LE 12 NOVEMBRE, nous avions sollicité Vincent Labrune, par téléphone, pour un dossier à paraître prochainement, concernant notamment les intermédiaires qui peuvent se greffer sur un dossier lors d'un transfert.
L'entretien a duré plus de quarante-cinq minutes. Le président de l'OM avait des choses à dire. Certains des propos qui suivent, pas tous, ont été tenus en « off ». Pourquoi alors les publier aujourd'hui ? Ce n'est pas pour enfoncer le dirigeant phocéen, placé mardi en garde à vue sur ordre de l'Office central pour la répression de la grande délinquance financière et de l'Office central de lutte contre le crime organisé.
Mais, au vu des événements de ces derniers jours, il nous a semblé que les déclarations tenues par Labrune la semaine dernière pouvaient éclairer, en partie, les raisons pour lesquelles il a été entendu ces dernières heures par la police.
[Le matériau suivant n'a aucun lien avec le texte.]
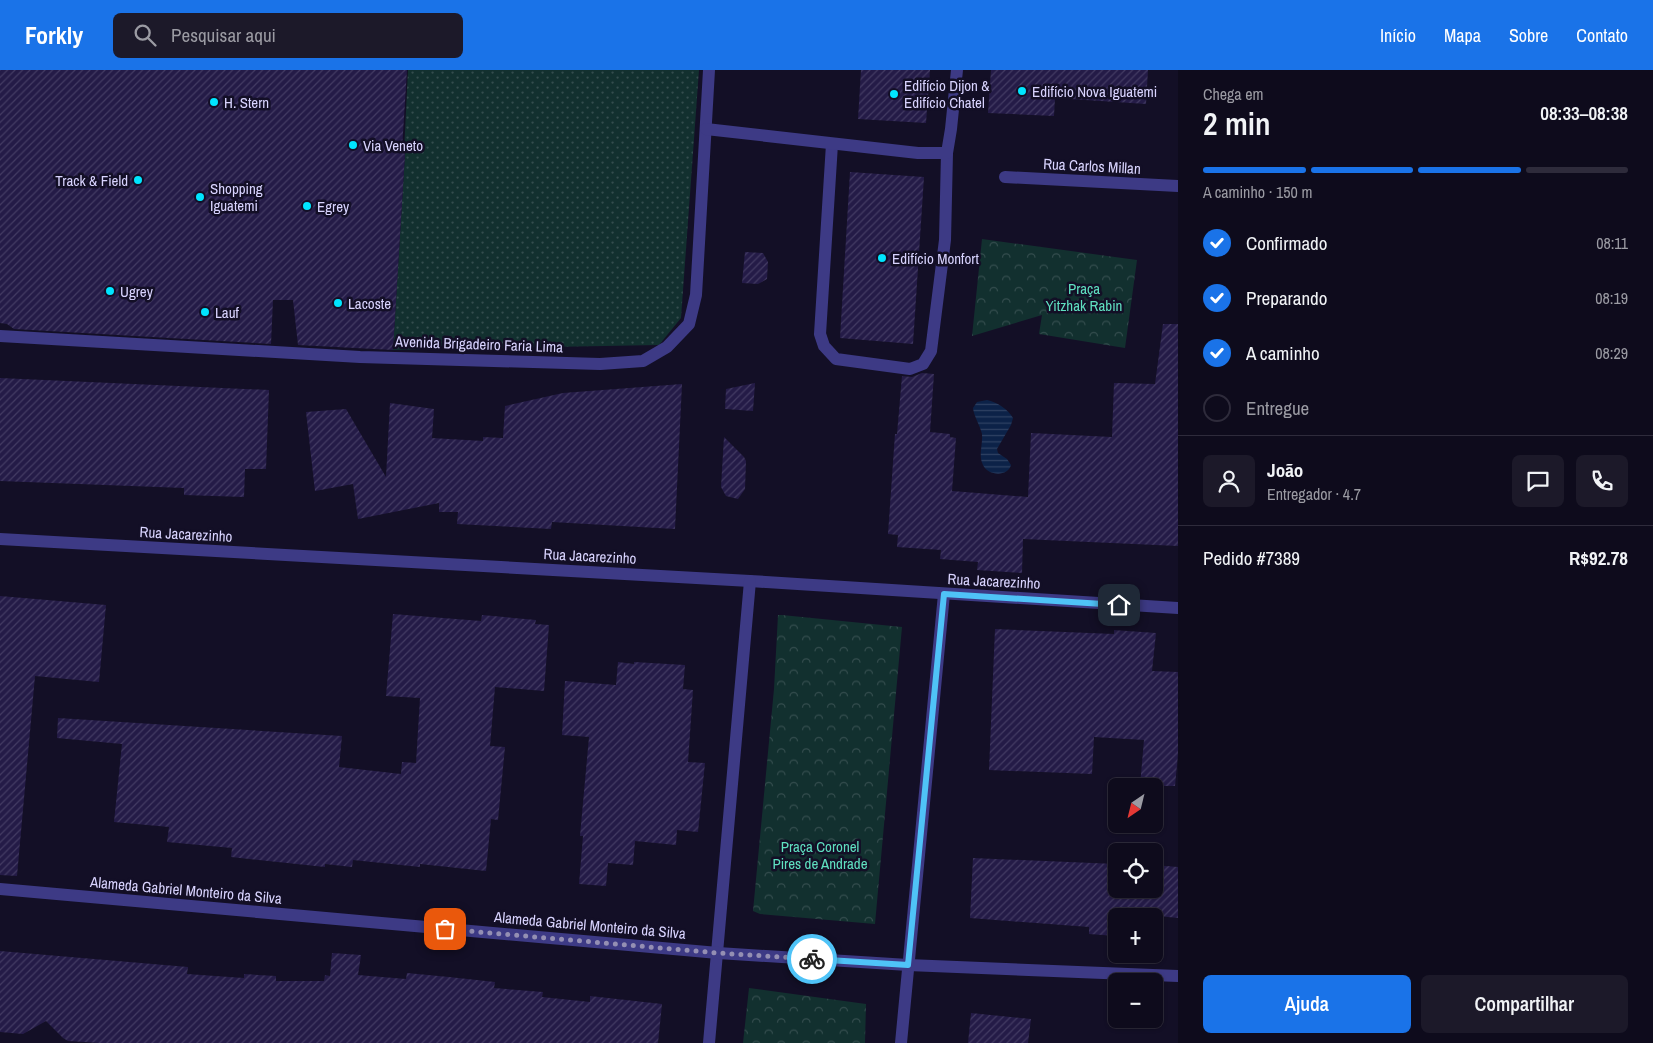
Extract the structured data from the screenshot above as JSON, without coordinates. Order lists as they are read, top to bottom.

Dans le verbatim qui suit, le président marseillais détaille précisément les coulisses de certains transferts de son mandat et les rapports qu'il entretient avec Farid Ayad, placé lui aussi en garde à vue mardi. Sans entrer dans les détails des affaires qui intéressent les juges, c'est-à-dire celles concernant André-Pierre Gignac ou Souleymane Diawara, il dévoile un système opaque et compliqué, où l'on flirte en permanence avec la légalité. Et on comprend que l'OM ne doit pas être le seul club concerné...
Sa relation avec Farid Ayad« Je pense qu'il bosse mieux que les autres, c'est mon problème »
« JE SUIS SUPER COPAIN avec Farid Ayad. Je l'ai rencontré à l'été 2012. Un jour, il m'appelle, je ne le connaissais pas. José le connaissait. Il me dit : “Bonjour, je peux avoir une offre pour Loïc Rémy de West Ham, voire peut-être pour Alou Diarra.” On était en plein dégraissage, c'était l'époque où Baup était arrivé à la place de Deschamps. Je lui ai dit : ‘‘Si vous m'amenez les gens de West Ham et qu'on fait un deal, je vous donne une commission ou je vous fais un mandat de vente.'' C'était mon premier transfert à l'étranger.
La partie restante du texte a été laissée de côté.